* Given records
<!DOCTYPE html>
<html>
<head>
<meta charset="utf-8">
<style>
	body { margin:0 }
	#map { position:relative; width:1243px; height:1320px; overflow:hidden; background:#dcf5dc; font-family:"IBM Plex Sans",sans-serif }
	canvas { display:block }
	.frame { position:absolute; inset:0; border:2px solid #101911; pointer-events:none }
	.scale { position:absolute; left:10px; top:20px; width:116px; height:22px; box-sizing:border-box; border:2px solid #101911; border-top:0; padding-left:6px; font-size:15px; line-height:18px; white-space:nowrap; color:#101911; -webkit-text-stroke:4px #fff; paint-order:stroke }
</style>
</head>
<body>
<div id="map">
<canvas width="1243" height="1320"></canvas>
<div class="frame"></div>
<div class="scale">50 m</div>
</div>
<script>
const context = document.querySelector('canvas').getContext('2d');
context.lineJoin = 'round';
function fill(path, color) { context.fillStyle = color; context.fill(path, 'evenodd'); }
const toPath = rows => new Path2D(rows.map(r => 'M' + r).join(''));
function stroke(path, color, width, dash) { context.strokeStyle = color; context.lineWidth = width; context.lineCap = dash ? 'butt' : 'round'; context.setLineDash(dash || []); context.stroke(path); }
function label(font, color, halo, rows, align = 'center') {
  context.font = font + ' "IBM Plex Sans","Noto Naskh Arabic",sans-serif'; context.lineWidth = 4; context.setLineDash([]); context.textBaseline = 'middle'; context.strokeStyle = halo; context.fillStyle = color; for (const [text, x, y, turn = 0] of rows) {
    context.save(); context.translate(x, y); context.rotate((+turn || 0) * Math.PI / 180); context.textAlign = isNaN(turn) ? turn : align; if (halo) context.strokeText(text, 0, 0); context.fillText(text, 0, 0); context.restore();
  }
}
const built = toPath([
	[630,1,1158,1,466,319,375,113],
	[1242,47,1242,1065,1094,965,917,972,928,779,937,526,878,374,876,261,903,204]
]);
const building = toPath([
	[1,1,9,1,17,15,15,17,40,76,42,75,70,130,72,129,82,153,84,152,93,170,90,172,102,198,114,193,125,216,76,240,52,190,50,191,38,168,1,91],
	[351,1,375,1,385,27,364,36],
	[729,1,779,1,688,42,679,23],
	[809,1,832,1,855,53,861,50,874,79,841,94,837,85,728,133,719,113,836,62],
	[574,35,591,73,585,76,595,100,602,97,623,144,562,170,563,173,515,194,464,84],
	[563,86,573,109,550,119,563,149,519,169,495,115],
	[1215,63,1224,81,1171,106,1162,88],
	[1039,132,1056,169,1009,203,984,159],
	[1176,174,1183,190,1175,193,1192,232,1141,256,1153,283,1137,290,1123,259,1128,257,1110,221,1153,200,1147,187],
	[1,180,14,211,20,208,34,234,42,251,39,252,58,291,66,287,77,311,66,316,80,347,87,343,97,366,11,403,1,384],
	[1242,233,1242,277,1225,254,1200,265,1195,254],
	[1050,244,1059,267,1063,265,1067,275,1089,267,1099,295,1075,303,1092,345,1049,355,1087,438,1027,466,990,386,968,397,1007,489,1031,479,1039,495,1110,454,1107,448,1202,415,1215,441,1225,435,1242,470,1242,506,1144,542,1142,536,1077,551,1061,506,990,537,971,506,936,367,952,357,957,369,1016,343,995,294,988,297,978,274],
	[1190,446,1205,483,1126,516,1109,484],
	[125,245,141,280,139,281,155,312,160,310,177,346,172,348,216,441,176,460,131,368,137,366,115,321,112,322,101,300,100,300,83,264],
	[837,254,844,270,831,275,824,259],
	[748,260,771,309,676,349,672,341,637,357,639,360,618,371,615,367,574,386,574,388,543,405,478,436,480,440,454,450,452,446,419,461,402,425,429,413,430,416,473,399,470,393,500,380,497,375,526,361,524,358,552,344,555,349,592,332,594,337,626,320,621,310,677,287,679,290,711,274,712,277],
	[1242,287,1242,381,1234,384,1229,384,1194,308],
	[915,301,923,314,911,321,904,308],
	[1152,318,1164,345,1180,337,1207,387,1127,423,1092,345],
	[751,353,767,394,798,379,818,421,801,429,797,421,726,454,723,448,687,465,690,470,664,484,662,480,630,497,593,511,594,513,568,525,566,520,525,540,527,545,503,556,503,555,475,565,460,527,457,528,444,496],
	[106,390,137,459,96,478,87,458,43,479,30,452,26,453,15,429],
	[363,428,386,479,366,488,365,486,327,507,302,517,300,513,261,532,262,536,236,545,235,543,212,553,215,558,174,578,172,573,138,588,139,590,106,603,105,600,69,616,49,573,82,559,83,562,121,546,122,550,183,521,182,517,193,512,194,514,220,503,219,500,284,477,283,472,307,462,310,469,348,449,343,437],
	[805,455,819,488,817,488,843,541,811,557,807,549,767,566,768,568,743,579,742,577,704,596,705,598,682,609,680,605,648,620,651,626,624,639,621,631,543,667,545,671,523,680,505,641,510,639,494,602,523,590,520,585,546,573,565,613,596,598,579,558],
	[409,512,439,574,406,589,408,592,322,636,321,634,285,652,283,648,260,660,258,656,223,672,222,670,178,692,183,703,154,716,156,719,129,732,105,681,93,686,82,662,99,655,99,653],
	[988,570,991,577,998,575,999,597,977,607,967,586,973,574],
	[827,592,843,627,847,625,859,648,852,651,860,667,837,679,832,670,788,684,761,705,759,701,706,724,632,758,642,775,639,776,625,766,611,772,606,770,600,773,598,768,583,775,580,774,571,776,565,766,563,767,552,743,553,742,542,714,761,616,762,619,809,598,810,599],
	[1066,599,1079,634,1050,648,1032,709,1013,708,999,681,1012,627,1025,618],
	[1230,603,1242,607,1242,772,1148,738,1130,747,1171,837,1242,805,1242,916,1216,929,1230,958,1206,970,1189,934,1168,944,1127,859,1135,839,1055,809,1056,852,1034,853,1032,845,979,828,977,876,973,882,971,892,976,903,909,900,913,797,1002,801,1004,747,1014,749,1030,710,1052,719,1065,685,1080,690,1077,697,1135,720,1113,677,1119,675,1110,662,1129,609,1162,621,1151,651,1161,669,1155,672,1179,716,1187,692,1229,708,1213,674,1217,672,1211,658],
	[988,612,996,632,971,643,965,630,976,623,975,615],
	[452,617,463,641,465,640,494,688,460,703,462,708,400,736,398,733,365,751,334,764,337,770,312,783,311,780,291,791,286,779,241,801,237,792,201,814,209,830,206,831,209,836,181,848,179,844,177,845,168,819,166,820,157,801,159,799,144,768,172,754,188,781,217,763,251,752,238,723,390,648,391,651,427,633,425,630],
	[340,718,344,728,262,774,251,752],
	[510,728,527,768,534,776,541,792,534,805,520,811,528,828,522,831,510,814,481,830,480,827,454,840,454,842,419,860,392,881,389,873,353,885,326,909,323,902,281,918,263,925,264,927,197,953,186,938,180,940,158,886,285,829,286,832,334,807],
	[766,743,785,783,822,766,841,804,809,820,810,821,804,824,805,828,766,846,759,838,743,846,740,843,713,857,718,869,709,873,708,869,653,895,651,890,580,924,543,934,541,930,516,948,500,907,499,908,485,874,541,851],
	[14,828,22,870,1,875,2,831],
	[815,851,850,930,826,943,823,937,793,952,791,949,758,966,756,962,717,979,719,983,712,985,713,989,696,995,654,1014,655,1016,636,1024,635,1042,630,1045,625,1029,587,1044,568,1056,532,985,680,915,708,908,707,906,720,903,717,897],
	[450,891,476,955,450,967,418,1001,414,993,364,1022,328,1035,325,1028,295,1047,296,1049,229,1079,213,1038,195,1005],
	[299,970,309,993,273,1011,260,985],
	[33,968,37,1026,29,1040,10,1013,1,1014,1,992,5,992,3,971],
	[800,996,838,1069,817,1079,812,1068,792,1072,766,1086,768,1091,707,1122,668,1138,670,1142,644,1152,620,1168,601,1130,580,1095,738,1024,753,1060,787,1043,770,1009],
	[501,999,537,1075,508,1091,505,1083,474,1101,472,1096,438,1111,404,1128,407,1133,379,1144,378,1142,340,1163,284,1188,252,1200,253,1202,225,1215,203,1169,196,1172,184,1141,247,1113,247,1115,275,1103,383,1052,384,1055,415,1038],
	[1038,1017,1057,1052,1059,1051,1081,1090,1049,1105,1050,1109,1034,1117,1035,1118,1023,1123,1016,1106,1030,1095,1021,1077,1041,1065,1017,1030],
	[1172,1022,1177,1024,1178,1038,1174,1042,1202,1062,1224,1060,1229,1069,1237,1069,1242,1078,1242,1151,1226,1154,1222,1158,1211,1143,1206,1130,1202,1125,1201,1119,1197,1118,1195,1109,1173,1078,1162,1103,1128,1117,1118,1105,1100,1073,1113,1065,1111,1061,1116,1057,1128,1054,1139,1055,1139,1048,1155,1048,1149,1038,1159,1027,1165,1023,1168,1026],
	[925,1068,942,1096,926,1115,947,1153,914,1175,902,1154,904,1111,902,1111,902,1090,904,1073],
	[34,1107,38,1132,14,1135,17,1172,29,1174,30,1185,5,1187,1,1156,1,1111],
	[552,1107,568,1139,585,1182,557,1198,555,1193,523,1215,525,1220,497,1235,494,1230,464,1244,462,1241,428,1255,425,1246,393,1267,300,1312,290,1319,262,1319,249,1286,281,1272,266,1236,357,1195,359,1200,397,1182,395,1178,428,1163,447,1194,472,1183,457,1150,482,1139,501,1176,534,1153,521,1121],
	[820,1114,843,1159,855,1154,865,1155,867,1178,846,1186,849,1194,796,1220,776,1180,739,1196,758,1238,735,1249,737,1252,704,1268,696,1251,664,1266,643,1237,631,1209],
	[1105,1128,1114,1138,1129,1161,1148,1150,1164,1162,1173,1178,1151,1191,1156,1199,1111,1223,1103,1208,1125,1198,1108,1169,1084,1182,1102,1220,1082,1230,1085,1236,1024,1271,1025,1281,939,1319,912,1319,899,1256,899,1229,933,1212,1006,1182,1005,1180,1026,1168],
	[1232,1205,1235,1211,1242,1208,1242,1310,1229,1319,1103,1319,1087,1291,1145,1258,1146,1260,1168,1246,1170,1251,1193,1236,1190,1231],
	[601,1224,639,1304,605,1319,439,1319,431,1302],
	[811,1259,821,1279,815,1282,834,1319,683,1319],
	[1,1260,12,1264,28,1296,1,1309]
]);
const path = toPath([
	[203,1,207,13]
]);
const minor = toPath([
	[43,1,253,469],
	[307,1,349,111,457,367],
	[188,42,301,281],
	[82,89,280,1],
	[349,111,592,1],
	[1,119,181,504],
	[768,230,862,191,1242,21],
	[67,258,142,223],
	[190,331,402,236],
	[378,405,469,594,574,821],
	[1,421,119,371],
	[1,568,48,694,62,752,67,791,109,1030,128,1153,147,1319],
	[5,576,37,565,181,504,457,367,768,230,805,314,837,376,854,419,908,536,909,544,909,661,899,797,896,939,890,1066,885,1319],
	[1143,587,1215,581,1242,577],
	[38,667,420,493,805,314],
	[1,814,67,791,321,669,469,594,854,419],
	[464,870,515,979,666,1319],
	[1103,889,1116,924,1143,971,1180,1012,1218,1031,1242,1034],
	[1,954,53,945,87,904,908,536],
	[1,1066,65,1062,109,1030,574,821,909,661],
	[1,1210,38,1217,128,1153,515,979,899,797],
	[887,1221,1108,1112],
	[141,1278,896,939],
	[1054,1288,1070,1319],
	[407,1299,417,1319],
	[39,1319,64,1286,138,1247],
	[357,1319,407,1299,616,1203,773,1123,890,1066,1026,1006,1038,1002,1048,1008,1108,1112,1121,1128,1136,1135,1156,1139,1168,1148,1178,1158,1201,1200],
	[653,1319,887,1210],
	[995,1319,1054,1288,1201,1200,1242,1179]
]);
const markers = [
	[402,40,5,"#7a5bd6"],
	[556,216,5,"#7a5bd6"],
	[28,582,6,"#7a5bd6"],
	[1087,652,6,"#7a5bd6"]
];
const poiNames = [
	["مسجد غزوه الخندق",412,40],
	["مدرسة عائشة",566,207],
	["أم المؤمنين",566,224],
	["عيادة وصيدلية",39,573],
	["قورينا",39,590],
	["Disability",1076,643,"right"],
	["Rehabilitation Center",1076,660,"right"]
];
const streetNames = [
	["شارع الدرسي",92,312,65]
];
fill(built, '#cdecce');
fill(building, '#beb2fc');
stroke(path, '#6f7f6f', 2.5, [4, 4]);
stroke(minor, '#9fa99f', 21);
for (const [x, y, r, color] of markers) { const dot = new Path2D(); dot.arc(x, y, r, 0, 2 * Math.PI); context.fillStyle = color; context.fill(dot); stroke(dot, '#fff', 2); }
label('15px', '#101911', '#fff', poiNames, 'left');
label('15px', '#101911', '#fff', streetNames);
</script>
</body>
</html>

* Problem
Copy, from the data above, every line where the word "canvas" appears.

* Exercise answer
	canvas { display:block }
<canvas width="1243" height="1320"></canvas>
const context = document.querySelector('canvas').getContext('2d');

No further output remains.